Kansai Yamamoto

From Wikipedia, the free encyclopedia

Born(1944-02-08)8 February 1944[1]
Died21 July 2020(2020-07-21) (aged 76)
OccupationsDesigner, Event producer[3]
Relatives
Kansai Yamamoto
山本寛斎
Born(1944-02-08)8 February 1944[1]
Died21 July 2020(2020-07-21) (aged 76)
OccupationsDesigner, Event producer[3]
Relatives
Websitekansai-inc.co.jp

Kansai Yamamoto (山本 寛斎, Yamamoto Kansai; 8 February 1944 – 21 July 2020) was a Japanese fashion designer, most influential during the 1970s and 1980s.

"Tokyo Pop" bodysuit that Yamamoto designed for Bowie[4]

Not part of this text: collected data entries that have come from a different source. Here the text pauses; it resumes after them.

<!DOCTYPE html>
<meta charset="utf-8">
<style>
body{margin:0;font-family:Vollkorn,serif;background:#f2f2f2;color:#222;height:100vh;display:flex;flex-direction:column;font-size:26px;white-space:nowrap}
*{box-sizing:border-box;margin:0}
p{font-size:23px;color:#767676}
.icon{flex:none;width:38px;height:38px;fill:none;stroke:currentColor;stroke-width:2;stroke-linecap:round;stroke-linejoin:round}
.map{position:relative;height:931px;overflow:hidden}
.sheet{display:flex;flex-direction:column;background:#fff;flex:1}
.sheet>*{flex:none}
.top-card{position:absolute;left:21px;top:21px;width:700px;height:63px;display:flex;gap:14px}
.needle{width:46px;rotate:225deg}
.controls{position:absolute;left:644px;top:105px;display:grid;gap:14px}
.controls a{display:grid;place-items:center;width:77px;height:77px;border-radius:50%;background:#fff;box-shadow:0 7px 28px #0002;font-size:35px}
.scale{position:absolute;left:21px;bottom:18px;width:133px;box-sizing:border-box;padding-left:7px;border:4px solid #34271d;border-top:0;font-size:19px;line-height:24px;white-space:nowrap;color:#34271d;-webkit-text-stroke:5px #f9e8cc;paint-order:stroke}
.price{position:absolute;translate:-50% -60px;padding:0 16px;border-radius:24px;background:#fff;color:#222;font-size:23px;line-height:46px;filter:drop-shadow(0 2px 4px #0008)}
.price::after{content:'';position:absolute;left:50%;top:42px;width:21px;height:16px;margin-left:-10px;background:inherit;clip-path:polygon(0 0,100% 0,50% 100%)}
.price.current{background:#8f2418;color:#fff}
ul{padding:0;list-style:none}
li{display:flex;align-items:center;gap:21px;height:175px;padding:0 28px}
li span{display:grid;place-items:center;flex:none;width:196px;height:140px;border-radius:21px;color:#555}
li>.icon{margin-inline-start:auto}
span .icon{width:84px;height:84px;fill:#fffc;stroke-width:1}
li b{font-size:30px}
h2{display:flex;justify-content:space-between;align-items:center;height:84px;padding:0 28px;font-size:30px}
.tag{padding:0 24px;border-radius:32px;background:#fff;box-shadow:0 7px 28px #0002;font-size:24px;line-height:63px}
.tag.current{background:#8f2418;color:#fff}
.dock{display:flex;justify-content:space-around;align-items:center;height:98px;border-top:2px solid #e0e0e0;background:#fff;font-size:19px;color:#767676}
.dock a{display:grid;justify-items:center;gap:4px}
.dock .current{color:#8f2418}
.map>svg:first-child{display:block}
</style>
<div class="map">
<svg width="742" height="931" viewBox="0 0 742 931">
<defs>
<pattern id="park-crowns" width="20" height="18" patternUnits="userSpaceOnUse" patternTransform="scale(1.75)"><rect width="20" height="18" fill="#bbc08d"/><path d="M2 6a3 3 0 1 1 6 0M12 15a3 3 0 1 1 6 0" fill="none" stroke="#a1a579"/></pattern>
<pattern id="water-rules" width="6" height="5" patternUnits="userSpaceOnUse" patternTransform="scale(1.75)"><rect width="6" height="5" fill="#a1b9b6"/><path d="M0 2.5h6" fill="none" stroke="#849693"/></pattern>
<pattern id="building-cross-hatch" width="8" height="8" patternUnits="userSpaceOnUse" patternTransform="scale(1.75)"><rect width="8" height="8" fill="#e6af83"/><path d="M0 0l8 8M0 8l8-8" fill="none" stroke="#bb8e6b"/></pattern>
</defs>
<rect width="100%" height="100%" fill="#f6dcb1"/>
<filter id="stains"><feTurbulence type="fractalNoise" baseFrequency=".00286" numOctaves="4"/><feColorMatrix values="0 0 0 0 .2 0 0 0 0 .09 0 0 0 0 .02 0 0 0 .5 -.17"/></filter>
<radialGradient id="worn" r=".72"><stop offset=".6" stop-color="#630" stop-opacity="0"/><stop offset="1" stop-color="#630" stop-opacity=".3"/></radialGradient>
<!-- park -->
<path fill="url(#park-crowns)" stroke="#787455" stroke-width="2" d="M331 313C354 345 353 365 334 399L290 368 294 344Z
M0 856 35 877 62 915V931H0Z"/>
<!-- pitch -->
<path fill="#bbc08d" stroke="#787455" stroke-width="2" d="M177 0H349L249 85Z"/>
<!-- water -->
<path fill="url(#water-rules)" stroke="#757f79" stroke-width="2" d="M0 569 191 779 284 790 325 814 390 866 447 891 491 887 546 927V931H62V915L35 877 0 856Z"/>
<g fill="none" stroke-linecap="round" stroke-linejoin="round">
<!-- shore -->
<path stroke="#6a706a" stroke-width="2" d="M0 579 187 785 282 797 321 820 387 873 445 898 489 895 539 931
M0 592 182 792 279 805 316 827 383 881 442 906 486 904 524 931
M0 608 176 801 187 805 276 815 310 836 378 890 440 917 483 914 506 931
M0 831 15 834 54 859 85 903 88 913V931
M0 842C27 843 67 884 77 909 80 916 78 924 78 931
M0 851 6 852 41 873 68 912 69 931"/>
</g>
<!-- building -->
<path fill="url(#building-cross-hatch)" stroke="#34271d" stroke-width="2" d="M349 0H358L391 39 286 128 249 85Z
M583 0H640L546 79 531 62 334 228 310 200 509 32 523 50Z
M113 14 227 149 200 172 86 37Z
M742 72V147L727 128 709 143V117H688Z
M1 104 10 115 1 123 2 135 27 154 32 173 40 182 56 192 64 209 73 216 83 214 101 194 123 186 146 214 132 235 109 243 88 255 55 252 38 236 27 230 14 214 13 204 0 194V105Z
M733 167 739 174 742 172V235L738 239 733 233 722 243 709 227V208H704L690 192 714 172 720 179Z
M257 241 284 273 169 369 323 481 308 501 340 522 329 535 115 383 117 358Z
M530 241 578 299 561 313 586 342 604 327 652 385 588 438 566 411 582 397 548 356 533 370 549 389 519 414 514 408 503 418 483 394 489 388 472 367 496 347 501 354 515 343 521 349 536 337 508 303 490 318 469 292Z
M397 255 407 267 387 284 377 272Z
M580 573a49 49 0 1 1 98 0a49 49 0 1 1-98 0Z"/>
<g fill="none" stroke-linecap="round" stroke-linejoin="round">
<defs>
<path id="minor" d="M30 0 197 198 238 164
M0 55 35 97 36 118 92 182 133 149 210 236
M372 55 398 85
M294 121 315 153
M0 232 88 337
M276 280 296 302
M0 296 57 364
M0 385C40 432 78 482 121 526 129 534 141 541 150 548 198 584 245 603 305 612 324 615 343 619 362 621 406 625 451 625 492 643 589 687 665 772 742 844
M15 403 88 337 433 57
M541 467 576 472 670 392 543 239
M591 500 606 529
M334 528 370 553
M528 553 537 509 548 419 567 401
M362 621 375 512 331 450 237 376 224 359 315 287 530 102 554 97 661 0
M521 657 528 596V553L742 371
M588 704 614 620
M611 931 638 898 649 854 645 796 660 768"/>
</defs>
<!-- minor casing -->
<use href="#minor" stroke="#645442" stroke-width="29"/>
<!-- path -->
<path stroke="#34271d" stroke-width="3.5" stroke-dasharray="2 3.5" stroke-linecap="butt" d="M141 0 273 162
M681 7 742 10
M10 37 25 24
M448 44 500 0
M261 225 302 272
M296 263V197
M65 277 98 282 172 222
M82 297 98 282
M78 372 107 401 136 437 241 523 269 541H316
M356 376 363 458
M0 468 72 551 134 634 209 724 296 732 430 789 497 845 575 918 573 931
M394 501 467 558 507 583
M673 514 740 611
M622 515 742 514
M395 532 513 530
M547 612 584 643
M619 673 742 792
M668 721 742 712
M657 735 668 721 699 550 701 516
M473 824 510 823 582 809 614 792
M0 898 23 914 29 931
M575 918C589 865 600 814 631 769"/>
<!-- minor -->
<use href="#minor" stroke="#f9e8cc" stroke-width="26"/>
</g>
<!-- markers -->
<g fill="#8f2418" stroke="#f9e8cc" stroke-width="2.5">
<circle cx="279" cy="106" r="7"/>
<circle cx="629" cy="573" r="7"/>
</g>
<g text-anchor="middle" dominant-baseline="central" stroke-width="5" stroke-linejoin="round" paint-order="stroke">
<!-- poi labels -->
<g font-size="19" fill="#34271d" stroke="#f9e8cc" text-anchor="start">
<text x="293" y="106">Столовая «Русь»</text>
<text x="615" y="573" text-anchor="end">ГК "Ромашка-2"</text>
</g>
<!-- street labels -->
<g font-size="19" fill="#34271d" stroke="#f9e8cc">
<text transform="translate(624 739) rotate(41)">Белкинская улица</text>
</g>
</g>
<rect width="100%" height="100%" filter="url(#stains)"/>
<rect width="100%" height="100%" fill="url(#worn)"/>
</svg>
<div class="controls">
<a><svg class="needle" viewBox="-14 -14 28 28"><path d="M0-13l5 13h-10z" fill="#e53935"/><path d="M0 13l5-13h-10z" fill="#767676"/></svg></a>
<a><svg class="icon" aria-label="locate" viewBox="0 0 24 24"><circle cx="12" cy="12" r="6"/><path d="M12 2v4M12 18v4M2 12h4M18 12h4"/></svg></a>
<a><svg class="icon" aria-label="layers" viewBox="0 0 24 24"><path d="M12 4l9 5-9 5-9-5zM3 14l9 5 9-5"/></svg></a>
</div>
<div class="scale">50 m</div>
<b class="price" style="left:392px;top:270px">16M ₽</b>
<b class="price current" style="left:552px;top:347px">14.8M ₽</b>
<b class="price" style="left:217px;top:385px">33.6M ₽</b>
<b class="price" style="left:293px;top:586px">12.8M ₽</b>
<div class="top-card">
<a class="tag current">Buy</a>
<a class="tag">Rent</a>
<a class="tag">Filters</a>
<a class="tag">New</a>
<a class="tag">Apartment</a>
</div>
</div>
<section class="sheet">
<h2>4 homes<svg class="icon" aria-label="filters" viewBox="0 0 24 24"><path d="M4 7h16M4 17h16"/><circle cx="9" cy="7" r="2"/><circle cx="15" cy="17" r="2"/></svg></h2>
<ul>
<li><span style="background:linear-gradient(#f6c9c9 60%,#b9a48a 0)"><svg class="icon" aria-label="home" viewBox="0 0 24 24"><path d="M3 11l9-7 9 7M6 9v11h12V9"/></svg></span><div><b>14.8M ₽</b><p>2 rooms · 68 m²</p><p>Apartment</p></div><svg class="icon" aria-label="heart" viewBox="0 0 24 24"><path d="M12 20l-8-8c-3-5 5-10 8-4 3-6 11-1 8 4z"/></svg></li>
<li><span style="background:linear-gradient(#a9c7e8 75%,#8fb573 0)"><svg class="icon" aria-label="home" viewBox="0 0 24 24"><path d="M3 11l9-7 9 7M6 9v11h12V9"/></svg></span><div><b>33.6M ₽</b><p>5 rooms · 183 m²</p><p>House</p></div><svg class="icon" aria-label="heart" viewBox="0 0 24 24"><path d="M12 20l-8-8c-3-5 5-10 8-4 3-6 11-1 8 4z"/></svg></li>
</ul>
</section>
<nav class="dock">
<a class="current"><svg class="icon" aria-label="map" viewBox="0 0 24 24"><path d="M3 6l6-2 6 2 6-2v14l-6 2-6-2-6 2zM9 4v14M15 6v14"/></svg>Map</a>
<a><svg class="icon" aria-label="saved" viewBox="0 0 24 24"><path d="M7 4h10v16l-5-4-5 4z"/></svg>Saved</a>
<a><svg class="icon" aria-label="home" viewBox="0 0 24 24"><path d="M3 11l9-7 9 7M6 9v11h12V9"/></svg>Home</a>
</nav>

Kansai was born in 1944 in Yokohama, Japan and he raised in Gifu City, Japan. He focused on civil engineering in high school, and majored in English at the Nippon University until he dropped out in 1965 to focus on fashion.[2] He apprenticed at ateliers of designers Junko Koshino and Hisashi Hosono while studying fashion on his own. He was awarded the Soen prize by the Bunka Fashion College in 1967.[1]

Yamamoto's work displayed an aesthetic of "wild maximalism". It has been described as "transgressive excess" and the "opposite" of the concept of wabi-sabi.[5]

In 1971, he opened his own company, Yamamoto Kansai Company, Ltd., Tokyo. His first collection debuted the same year in London and the United States at Hess's Department Store in Allentown, Pennsylvania, which was renowned for many avant-garde collections. He was the first Japanese designer to have a show in London.[6] Kansai became famed for creating androgynous and futuristic stage costumes for David Bowie – most notably for his Ziggy Stardust Tour.[7][8][9][10] His 1975 debut in Paris was followed by the opening of his Kansai Boutique in 1977. He received the Tokyo Fashion Editors award in 1977.[1] He presented his final collection for fall/winter of 1992, although he kept lending his name to licensed products ranging from eyeglasses to tableware.[11] After that he began a career as an event producer, notably for events he titled "Super Shows". As Kelly Wetherille writing for WWD puts it:[12]

In the early Nineties, after two decades of showing and selling his avant-garde collections in London, Paris and New York, Yamamoto took a hiatus from the fashion world to focus on live entertainment events. His Super Shows, as he called them, combined elements of music, dance, acrobatics, traditional Japanese festivals and other spectacles, and were performed around the world, from Vietnam and India to Russia and Japan. The first such event, in Moscow’s Red Square in 1993, drew a crowd of 120,000.